Anayasa değişikliği oylaması üzerine söylenecek tüm sözler şimdiden tüketilmiş durumda. Yüzde 58'e varan "evet" oyunun anlamı, "hayır" oylarının çözümlemesi, boykotun adresi, MHP'nin perişan hali... Tüm bunlar üzerinde daha bir müddet analizler yapılacaktır.

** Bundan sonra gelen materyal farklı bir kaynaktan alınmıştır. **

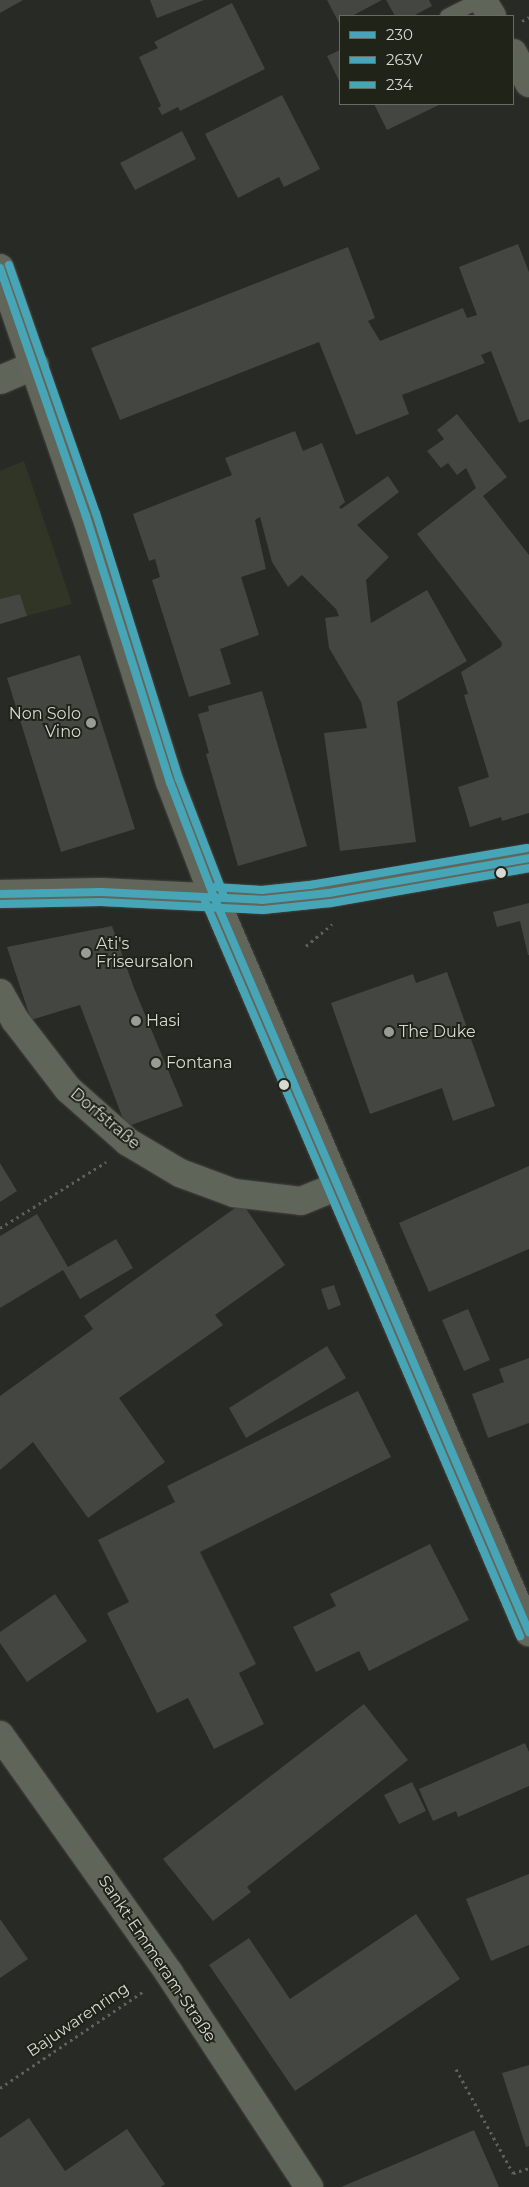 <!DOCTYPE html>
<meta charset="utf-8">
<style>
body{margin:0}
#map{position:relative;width:529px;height:2187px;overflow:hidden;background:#282a25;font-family:Montserrat,sans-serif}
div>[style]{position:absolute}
.built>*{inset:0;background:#303525}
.building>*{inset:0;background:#444641}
.path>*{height:3px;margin-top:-1.5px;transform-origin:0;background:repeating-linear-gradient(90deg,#5e6158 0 2.5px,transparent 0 6.5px)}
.roads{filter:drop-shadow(0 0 1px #444542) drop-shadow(0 0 1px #444542)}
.lane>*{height:15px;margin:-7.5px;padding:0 7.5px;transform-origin:7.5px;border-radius:7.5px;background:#606559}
.street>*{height:28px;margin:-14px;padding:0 14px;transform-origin:14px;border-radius:14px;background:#606559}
.secondary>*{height:28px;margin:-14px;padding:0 14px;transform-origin:14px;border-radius:14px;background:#62665a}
.bus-1>*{height:8px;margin:-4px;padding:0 4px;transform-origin:4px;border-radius:4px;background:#46a6b8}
.bus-2>*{height:8px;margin:-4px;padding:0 4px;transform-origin:4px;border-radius:4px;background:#46a6b8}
.bus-3>*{height:8px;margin:-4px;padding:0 4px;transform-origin:4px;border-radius:4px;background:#46a6b8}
.bus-4>*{height:8px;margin:-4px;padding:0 4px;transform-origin:4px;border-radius:4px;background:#46a6b8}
.dots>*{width:14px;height:14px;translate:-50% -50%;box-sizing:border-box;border:2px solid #1f2318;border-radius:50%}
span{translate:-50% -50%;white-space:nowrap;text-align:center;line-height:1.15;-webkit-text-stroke:4px #1f2318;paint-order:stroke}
.poi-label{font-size:16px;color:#d6d9d2}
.right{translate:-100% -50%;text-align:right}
.left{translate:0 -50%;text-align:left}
.street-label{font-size:16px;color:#d6d9d2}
.legend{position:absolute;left:339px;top:15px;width:175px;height:90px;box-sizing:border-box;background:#1f2318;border:1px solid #686c62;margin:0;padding:6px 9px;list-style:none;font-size:15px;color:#d6d9d2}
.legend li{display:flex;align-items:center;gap:10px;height:25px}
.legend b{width:25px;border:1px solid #686c62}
</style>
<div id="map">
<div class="built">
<div style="clip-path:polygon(24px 461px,72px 604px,27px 616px,20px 594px,0 599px,0 471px)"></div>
</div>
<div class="building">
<div style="clip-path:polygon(0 0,23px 0,0 13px)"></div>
<div style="clip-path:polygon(150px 0,204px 0,157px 18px)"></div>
<div style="clip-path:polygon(327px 0,382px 0,352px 16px,340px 16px,339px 23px)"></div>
<div style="clip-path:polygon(386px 0,429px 0,432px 6px,413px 16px,395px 16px)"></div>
<div style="clip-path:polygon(232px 3px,265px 69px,180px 111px,178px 107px,162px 115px,158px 108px,161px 106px,139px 57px,158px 48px,154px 42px)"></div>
<div style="clip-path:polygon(340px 50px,340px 83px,327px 56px)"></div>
<div style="clip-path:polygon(282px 95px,320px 169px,284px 187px,279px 177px,238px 198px,205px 134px)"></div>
<div style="clip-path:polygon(374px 104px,441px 104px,387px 130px)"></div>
<div style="clip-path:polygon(182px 131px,196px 159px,135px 190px,120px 163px)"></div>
<div style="clip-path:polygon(518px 244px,529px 272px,529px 419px,519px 423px,491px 351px,481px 355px,485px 363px,402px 395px,409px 414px,356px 435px,319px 342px,120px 420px,91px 348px,348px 247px,375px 318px,368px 321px,380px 341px,463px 308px,467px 318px,477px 315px,459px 267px)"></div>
<div style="clip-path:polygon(457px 414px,507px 477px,483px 496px,529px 555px,529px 813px,502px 821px,501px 817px,470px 827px,458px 787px,489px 777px,464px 695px,468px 694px,461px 672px,501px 647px,502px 643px,417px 534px,476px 488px,466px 468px,457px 475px,448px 463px,441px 468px,427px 451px,444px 439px,437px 430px)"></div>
<div style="clip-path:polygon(295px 431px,303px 451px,322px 443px,345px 502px,339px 507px,341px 509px,388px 476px,399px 492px,357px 525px,389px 557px,366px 580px,371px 623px,427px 590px,467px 661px,397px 702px,416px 842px,340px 851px,324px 733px,367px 728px,361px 702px,329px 648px,325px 618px,339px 616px,336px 609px,302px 575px,288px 587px,272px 562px,260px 517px,255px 520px,266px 569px,241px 577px,259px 635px,220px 649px,231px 684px,189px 697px,152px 580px,160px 577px,155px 559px,149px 561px,133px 514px,232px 475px,225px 458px)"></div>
<div style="clip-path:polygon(20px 594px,27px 616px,0 624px,0 599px)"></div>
<div style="clip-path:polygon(80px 655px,135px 829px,61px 852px,7px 678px)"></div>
<div style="clip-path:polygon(262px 691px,307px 846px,238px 866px,206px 754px,209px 753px,198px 714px,209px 711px,208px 706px)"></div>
<div style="clip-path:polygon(529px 903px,529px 955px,528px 955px,520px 921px,497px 927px,493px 912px)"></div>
<div style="clip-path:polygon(112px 926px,134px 988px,183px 1106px,126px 1127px,80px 1005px,31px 1020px,7px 947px)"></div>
<div style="clip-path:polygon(447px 972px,495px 1106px,453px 1121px,442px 1088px,370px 1114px,331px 1003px,413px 974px,416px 983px)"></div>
<div style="clip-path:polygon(0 1163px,17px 1191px,0 1202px)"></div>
<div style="clip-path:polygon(529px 1166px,529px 1249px,429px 1292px,399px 1223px)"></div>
<div style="clip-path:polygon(242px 1203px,285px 1265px,215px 1315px,223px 1325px,119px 1398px,165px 1462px,88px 1518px,33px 1442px,0 1470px,0 1396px,93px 1329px,84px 1316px)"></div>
<div style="clip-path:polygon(37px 1214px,68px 1267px,116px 1239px,133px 1268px,80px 1299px,63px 1270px,0 1308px,0 1236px)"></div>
<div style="clip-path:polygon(334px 1285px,341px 1305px,328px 1310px,321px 1289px)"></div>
<div style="clip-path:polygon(468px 1309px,490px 1360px,464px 1371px,442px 1320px)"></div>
<div style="clip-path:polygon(327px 1346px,346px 1378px,246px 1438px,229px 1408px)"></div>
<div style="clip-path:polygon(529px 1358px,529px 1423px,488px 1438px,472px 1394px,504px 1382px,499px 1369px)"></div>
<div style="clip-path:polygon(358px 1391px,391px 1457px,200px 1552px,256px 1664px,239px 1673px,264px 1724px,214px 1749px,188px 1698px,157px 1713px,107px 1613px,129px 1602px,98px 1540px,175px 1502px,167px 1486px)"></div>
<div style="clip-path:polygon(430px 1544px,469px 1620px,369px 1671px,359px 1651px,316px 1672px,293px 1627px,336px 1606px,330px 1594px)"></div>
<div style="clip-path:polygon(55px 1594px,87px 1641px,27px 1682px,0 1643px,0 1632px)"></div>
<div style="clip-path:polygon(364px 1704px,408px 1760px,247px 1887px,251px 1892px,213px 1921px,163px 1859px)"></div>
<div style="clip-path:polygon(525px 1743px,529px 1752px,529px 1786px,458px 1817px,456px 1811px,433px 1821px,419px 1789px)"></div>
<div style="clip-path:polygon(412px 1782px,426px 1811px,399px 1824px,384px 1795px)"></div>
<div style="clip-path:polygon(529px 1874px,529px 1945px,491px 1961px,466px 1899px)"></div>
<div style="clip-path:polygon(416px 1914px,460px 1979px,295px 2091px,209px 1965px,249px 1938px,290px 1999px)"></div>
<div style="clip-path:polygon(0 1919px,28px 1959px,0 1978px)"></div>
<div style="clip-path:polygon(529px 2065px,529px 2146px,526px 2147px,502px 2073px)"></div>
<div style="clip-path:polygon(29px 2118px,65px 2171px,127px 2129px,165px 2184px,161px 2187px,0 2187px,0 2138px)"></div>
<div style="clip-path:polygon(474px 2130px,499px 2187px,341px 2187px,412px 2157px)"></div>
</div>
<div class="path">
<div style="left:522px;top:21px;width:8px;rotate:-30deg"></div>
<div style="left:306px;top:946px;width:34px;rotate:-40deg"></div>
<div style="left:0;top:1228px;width:125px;rotate:-31.9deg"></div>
<div style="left:456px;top:2069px;width:119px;rotate:61.3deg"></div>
<div style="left:513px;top:2173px;width:17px;rotate:-17deg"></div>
<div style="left:0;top:2088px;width:174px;rotate:-34deg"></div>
</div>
<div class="roads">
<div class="lane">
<div style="left:447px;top:16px;width:36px;rotate:-27deg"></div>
</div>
<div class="street">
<div style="left:482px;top:0;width:19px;rotate:58deg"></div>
<div style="left:513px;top:53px;width:34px;rotate:62deg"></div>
<div style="left:0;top:380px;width:38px;rotate:-23deg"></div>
<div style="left:0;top:993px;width:31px;rotate:61deg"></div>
<div style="left:15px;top:1020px;width:87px;rotate:52.5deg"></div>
<div style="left:68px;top:1089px;width:80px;rotate:41.5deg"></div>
<div style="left:128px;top:1142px;width:61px;rotate:30.8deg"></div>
<div style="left:180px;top:1173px;width:58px;rotate:20.3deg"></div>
<div style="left:234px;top:1193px;width:67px;rotate:6.8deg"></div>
<div style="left:301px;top:1201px;width:38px;rotate:-22deg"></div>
<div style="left:0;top:1735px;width:292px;rotate:54.6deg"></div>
<div style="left:169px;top:1973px;width:256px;rotate:56.8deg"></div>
</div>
<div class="secondary">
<div style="left:0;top:268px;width:262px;rotate:70.9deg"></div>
<div style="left:86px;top:516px;width:279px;rotate:72.5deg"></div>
<div style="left:170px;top:782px;width:123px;rotate:69.1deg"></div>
<div style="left:214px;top:897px;width:800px;rotate:66.8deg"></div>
<div style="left:0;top:894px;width:101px;rotate:-1.1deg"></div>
<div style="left:101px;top:892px;width:161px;rotate:2.8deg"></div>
<div style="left:262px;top:900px;width:67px;rotate:-6deg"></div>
<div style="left:329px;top:893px;width:203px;rotate:-9.9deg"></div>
</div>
</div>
<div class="bus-1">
<div style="left:0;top:268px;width:262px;rotate:70.9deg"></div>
<div style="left:86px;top:516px;width:279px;rotate:72.5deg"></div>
<div style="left:170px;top:782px;width:123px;rotate:69.1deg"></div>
<div style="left:214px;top:897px;width:800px;rotate:66.8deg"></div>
</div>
<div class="bus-2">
<div style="left:205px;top:901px;width:800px;rotate:66.8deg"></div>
<div style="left:0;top:904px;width:101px;rotate:-1.1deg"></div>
<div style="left:101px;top:902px;width:162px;rotate:2.8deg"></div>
<div style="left:263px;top:910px;width:68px;rotate:-5.9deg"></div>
<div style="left:331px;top:903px;width:201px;rotate:-10deg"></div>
</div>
<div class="bus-3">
<div style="left:9px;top:265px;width:263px;rotate:70.7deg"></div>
<div style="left:96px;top:513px;width:279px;rotate:72.7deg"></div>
<div style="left:179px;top:779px;width:122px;rotate:68.9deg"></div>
<div style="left:215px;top:887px;width:47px;rotate:3.7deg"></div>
<div style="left:262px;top:890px;width:48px;rotate:-5.9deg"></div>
<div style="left:310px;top:885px;width:220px;rotate:-9.7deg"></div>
</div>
<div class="bus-4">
<div style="left:0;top:894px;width:101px;rotate:-1.1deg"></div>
<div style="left:101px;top:892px;width:161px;rotate:2.8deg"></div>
<div style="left:262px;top:900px;width:67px;rotate:-6deg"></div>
<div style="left:329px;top:893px;width:203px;rotate:-9.9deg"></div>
</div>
<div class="dots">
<div style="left:91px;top:723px;background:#999c95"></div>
<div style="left:501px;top:873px;background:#d6d9d2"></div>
<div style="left:86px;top:953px;background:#999c95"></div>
<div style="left:136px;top:1021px;background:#999c95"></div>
<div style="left:389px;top:1032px;background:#999c95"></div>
<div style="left:156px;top:1063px;background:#999c95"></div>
<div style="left:284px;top:1085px;background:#d6d9d2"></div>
</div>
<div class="poi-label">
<span class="right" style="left:81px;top:723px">Non Solo<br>Vino</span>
<span class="left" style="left:96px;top:953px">Ati's<br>Friseursalon</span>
<span class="left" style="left:146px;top:1021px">Hasi</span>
<span class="left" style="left:399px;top:1032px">The Duke</span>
<span class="left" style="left:166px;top:1063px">Fontana</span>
</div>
<div class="street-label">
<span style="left:105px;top:1119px;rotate:40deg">Dorfstraße</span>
<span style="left:157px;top:1959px;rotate:56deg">Sankt-Emmeram-Straße</span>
<span style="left:78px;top:2020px;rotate:-34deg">Bajuwarenring</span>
</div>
<ul class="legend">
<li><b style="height:6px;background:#46a6b8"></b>230</li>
<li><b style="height:6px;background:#46a6b8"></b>263V</li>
<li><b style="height:6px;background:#46a6b8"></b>234</li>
</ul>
</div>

"Hayır" oylarının çoğunluk olması durumunda ortaya çıkacak muhtemel manzara karşısında, toplumsal histerinin sokakları teslim alması ihtimali pek çok kimseyi sandığa yöneltti. Belki de hiyerarşik yapısı en güçlü MHP'de bile çözülmenin yaşanmış olması bu psikolojinin eseridir.

"Evet" oylarını adeta kutsayan, varlık-yokluk meselesi olarak görenlerden olmadığımı "son yazı"da özellikle belirtmiştim. "Hayır"ların ortodoks Kemalist elitin her türlü toplumsal mutabakattan uzak, statükonun devamı anlamına geldiğinde neredeyse herkes hemfikir. Bunun tartışılacak, kuşkuya mahal bırakacak bir yanı yok.

Ancak "evet"in nereye evrileceği, kutsanmış bir kavrama dönüşen 'değişim'den başka açıklayıcı hiçbir referansı olmayan göndermeler yüklenmesi de işin başka boyutu. Kötü olanın gitmesi gelenin mutlak iyiliği konusunda garanti vermez. Liberal politikaların değişim adına kutsandığı muhafazakar sularda seyrediyor evetçiler. Öfkeye dönüşen ulusalcı tepkinin alternatifinin ne olduğu net biçimde belirlenmiş değil, sadece darbe anayasasının gitmiş olmasının psikolojik olarak rahatlatıcı etkisinden söz edilebilir.